Ii. Truth--Four Centuries of Racial Injustice

That W.E.B. DuBois's anguished words spoken in 1903 lamenting racial injustice still ring true today, over a century later, is morally indefensible. It is past time for Americans to take a sober, honest account of the truth: of America's "original sin" of slavery, together with its subsequent history of systemic racial injustice.

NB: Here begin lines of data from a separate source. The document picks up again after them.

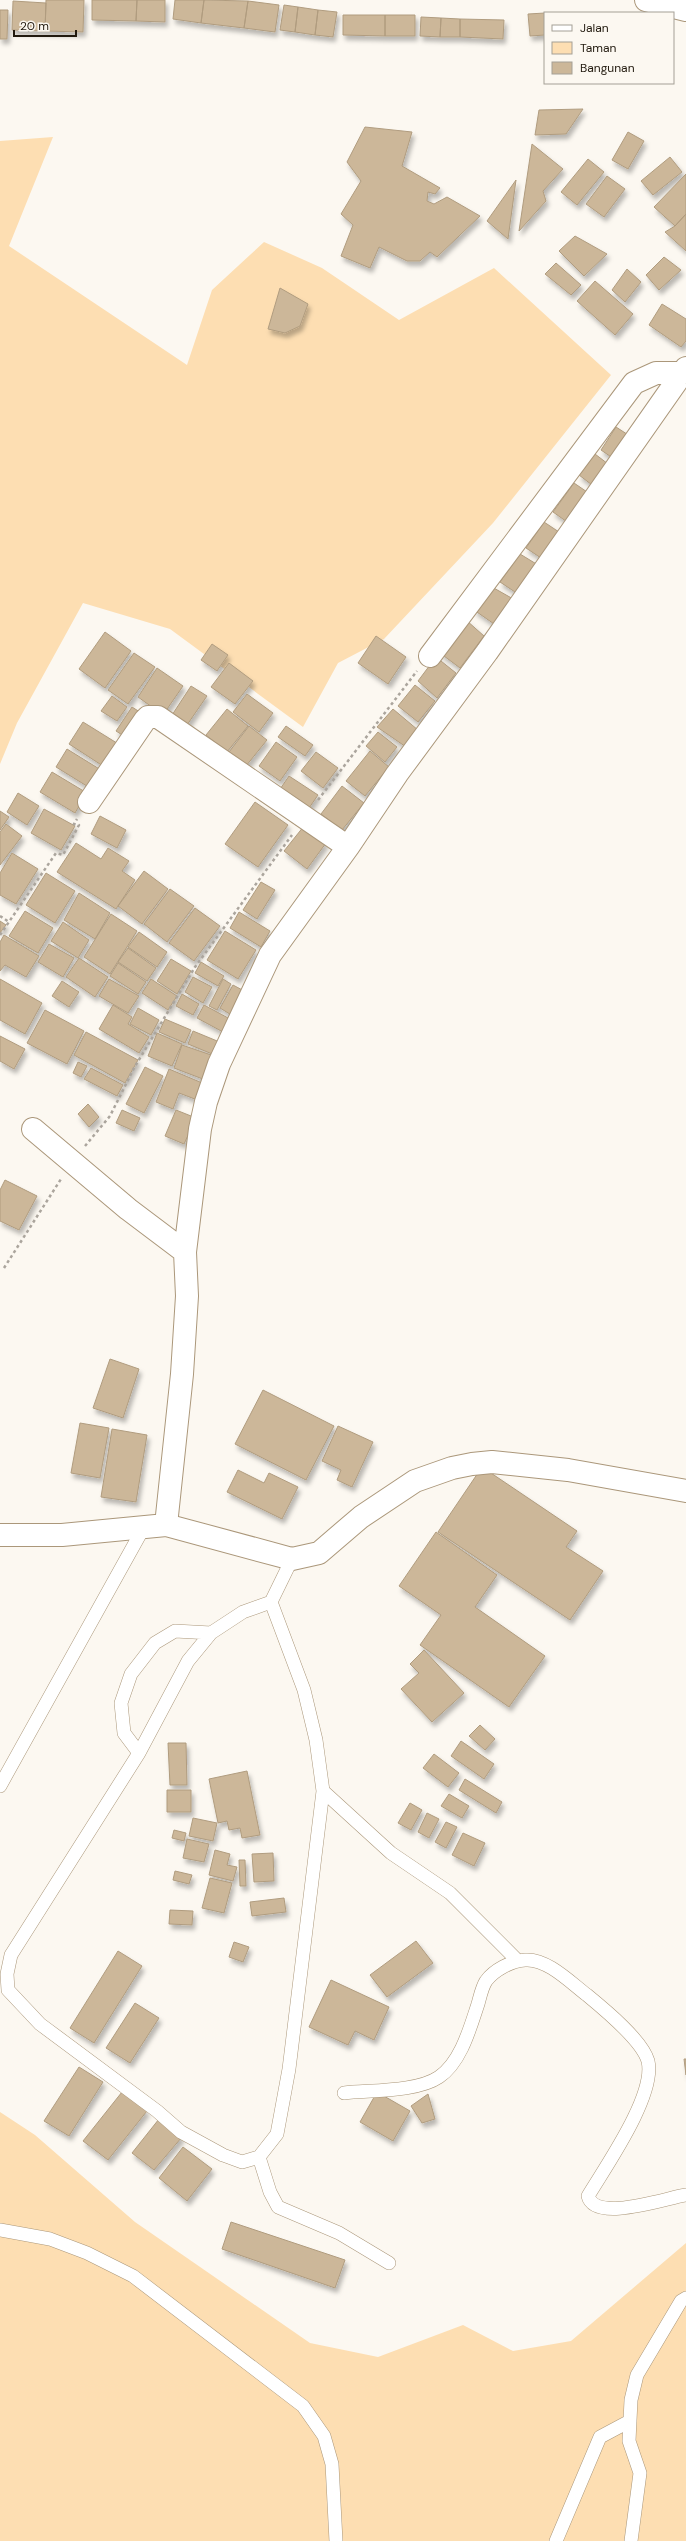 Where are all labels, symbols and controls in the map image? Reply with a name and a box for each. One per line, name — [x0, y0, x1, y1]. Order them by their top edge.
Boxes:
scale bar — [14, 12, 76, 38]
legend — [544, 12, 674, 84]
text: 20 m — [20, 18, 49, 34]
text: Jalan — [580, 20, 609, 36]
text: Taman — [580, 40, 617, 56]
text: Bangunan — [580, 60, 635, 76] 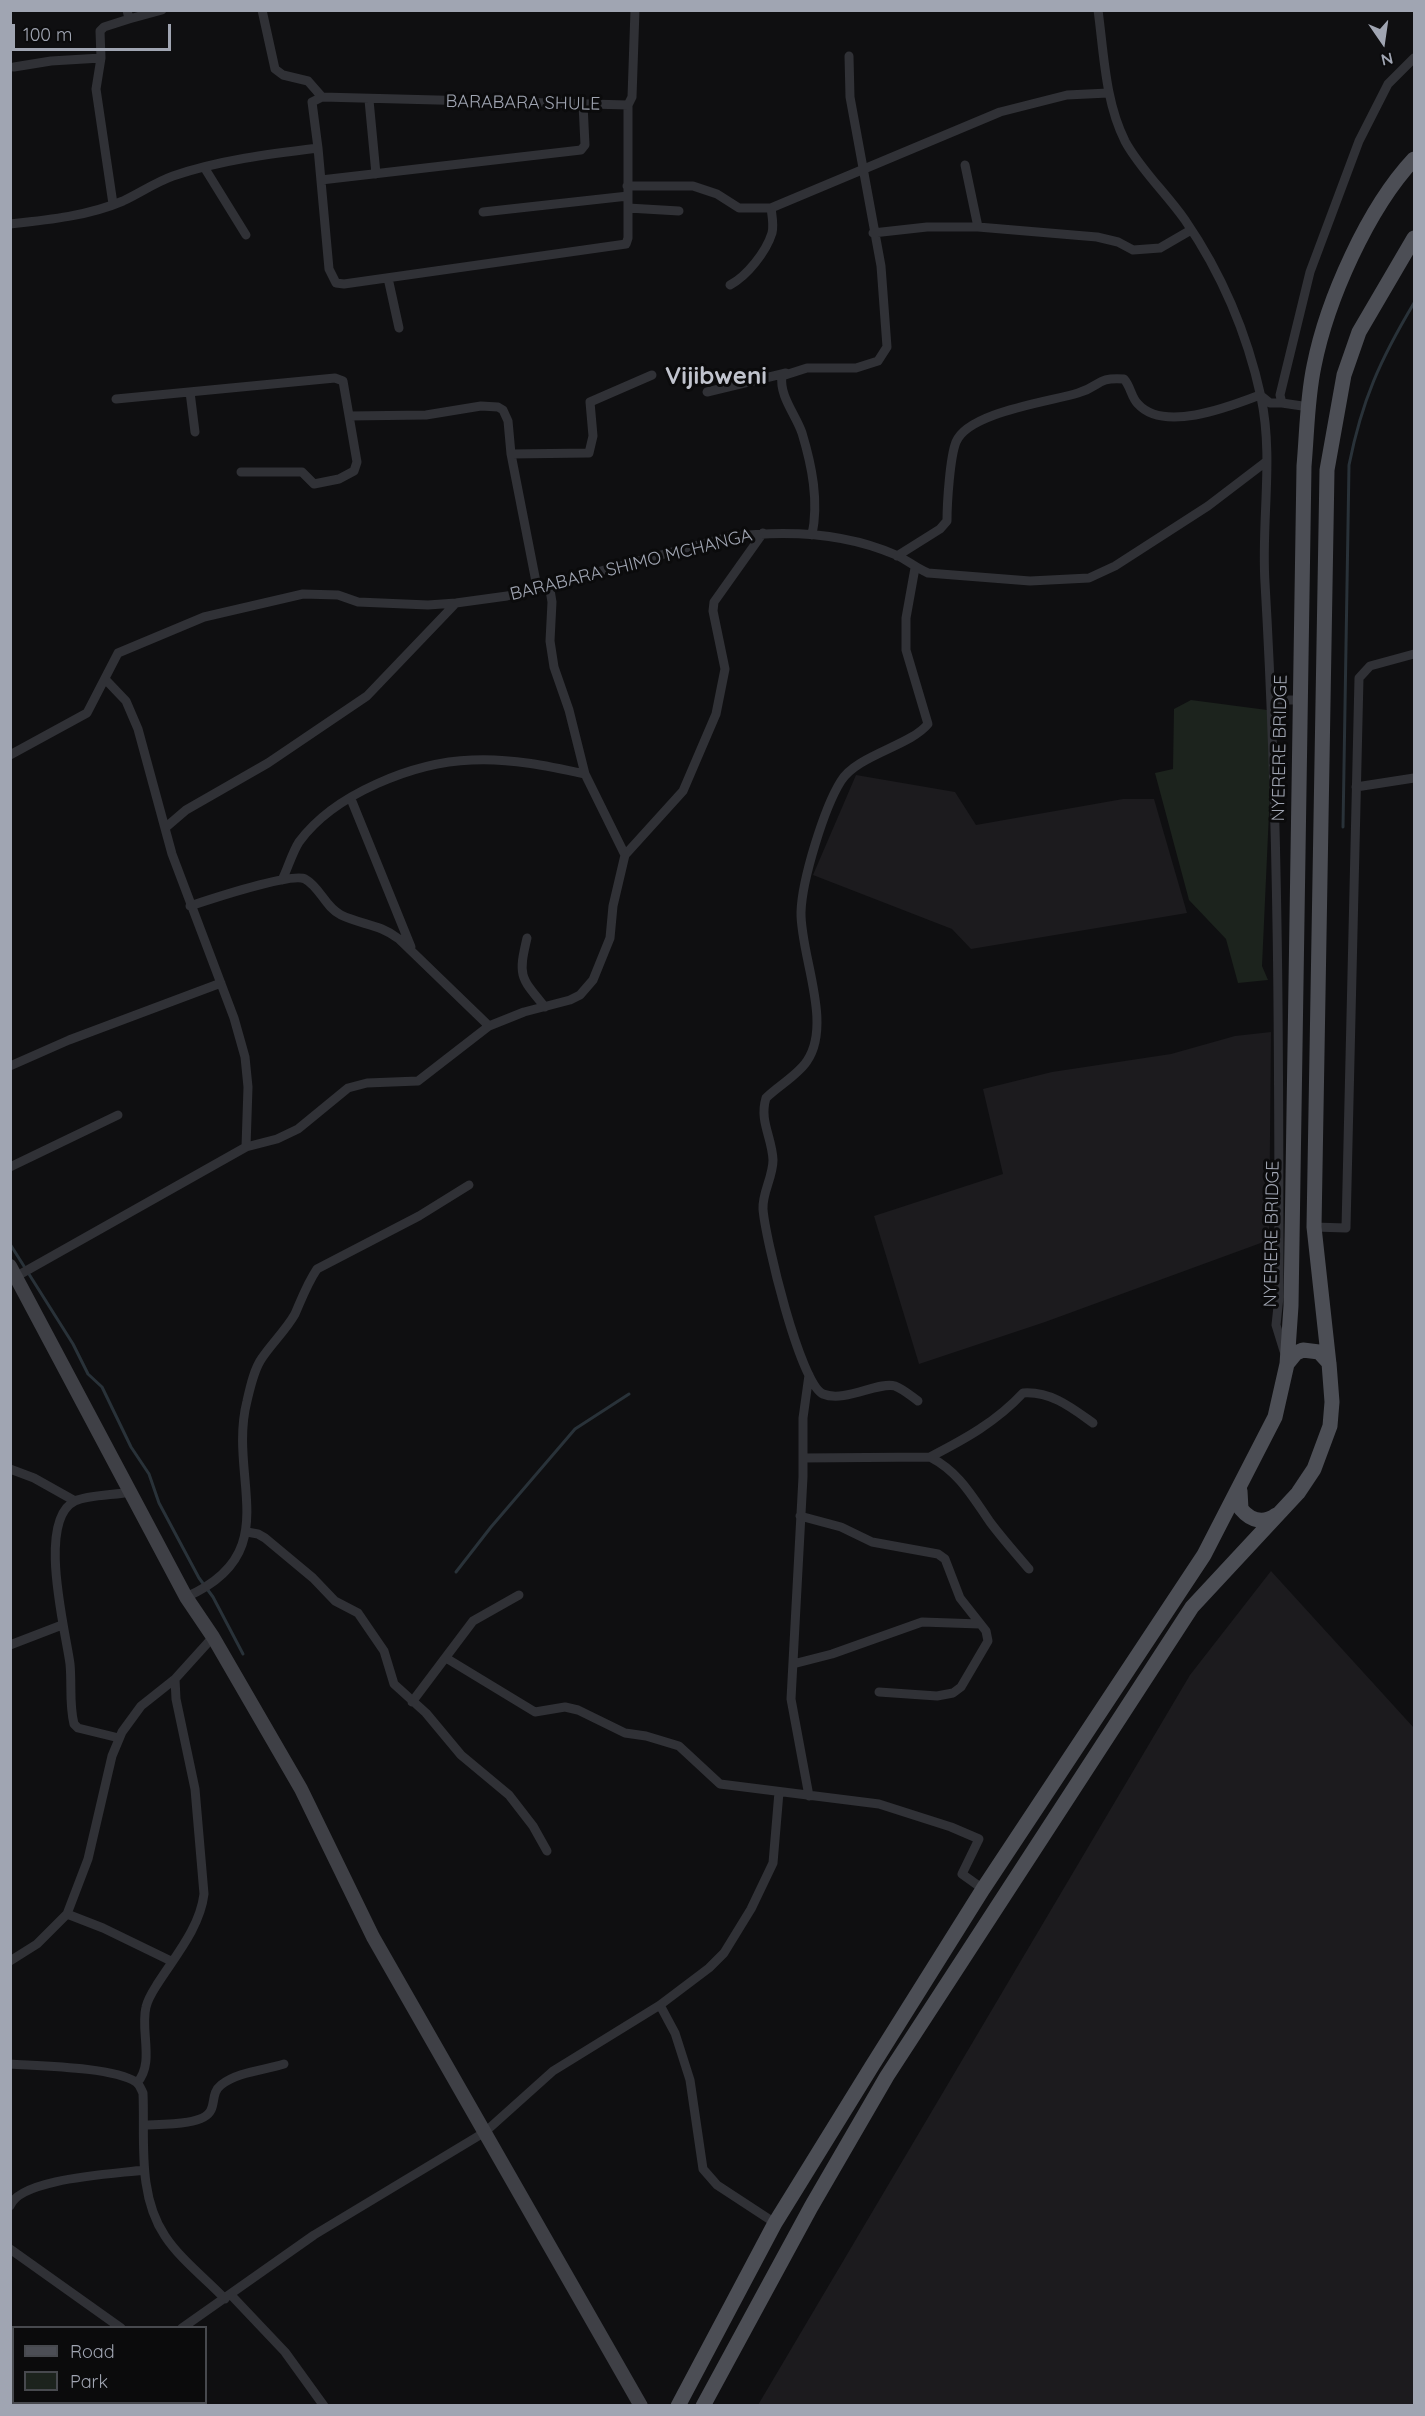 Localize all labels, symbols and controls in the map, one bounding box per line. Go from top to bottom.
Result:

Du Bois noted in 1903 that "the problem of the Twentieth Century is the problem of the color line"; some sixty years later in 1967, the Reverend Dr. Martin Luther King, Jr. observed that "there has never been any single solid, determined commitment on the part of the vast majority of white Americans ... to genuine equality for Negroes." Both of these statements remain true today, nearly two full decades into the twenty-first century. The "color line" remains this nation's singular problem; and most white Americans have still failed to embrace a truly egalitarian approach to race-relations. Du Bois and King both "spoke the truth that we have yet to fully acknowledge."

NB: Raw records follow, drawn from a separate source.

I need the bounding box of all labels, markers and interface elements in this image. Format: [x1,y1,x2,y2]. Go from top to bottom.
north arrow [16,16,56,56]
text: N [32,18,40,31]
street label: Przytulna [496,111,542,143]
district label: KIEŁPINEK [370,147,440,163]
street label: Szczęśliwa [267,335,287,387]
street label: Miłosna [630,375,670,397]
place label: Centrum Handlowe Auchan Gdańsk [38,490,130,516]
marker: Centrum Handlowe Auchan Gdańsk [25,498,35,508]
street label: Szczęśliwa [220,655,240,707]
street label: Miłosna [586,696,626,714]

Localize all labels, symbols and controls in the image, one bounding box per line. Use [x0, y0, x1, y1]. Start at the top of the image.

It is never too late to try to make amends. The first step is to acknowledge the truth. "I'm for Truth, no matter who tells it. I'm for Justice, no matter who it's for or against," declared Malcolm X. "Truth has a power of its own," Howard Zinn explained. "[T]hat everything we do matters is the meaning of people's struggle here ... and everywhere."

So, then, how do we discover the "truth?" Because histories are written by the powerful (the conquerors), not by the weak (the conquered), too often the full truth of any situation is opaque and elusive. In his monumental work, The Peoples History of the United States, Howard Zinn explains how "[t]he history of any country ... conceals fierce conflicts of interests ... between conquerors and conquered, masters and slaves, capitalists and workers, dominators and dominated in race and sex." In such a world of conflict, a world of victims and executioners, Zinn continues, "it is the job of thinking people, as Albert Camus suggested, not to be on the side of the executioners."

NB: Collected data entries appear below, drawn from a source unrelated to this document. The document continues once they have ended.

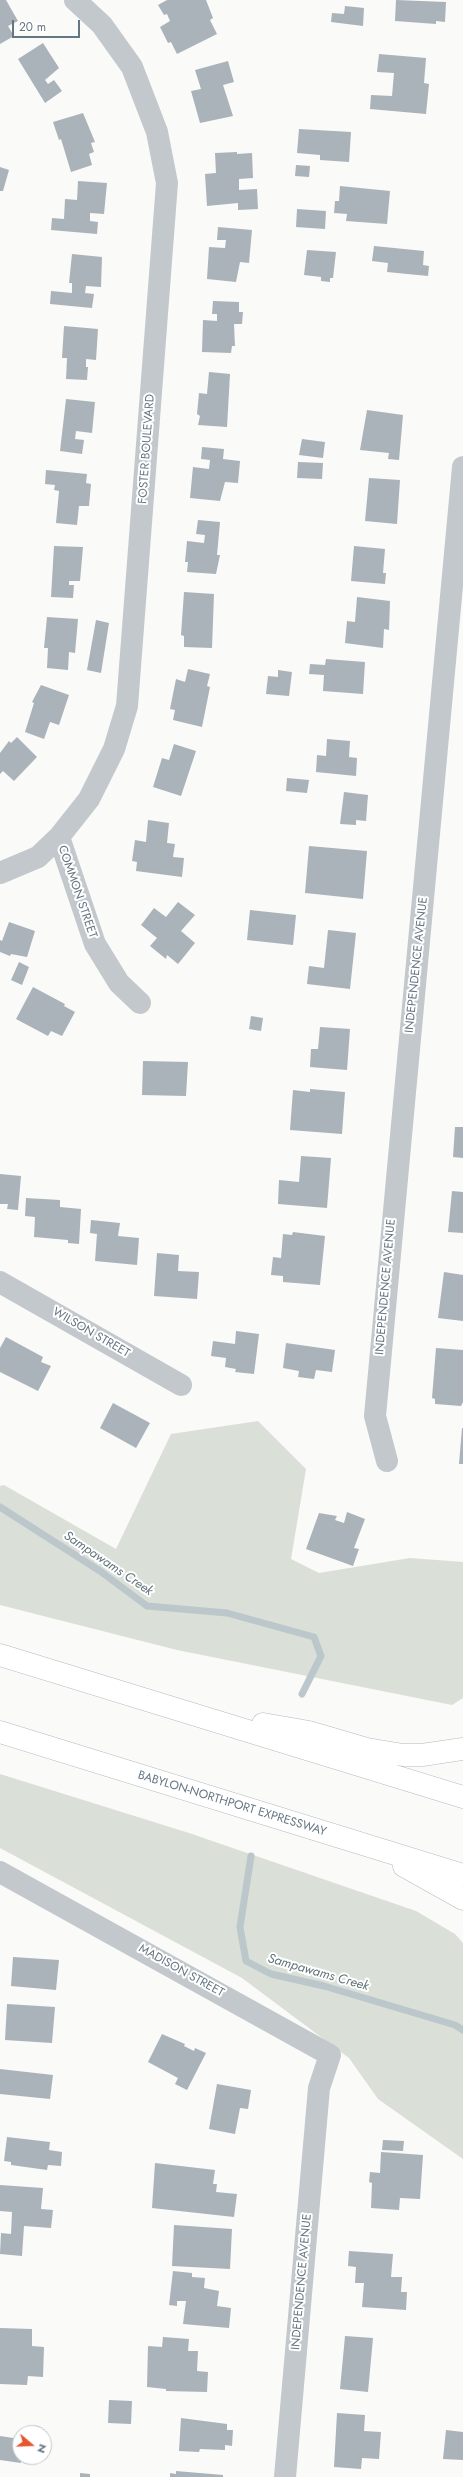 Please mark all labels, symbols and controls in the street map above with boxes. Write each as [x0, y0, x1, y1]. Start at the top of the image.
scale bar [14, 12, 82, 38]
text: 20 m [19, 18, 46, 36]
street label: FOSTER BOULEVARD [136, 394, 158, 504]
street label: COMMON STREET [54, 844, 100, 940]
street label: INDEPENDENCE AVENUE [403, 896, 431, 1034]
street label: INDEPENDENCE AVENUE [373, 1218, 399, 1356]
street label: WILSON STREET [50, 1305, 132, 1361]
water label: Sampawams Creek [60, 1528, 156, 1600]
street label: BABYLON-NORTHPORT EXPRESSWAY [136, 1768, 328, 1840]
street label: MADISON STREET [136, 1942, 226, 2000]
water label: Sampawams Creek [266, 1951, 370, 1995]
street label: INDEPENDENCE AVENUE [289, 2213, 315, 2351]
north arrow [12, 2425, 52, 2465]
text: N [33, 2442, 51, 2455]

Taking Zinn's advice, this section looks to the experiences of people of color in outlining the truth of four hundred years of racial oppression in America, beginning with slavery in the colonial era and continuing into the new Nation; then running through another century of racial apartheid; through to the present day, where mass incarceration and policing tactics, along with the lingering effects of an economic system stacked against people of color, have all combined to the present-day status quo marked by widespread systemic racial injustice.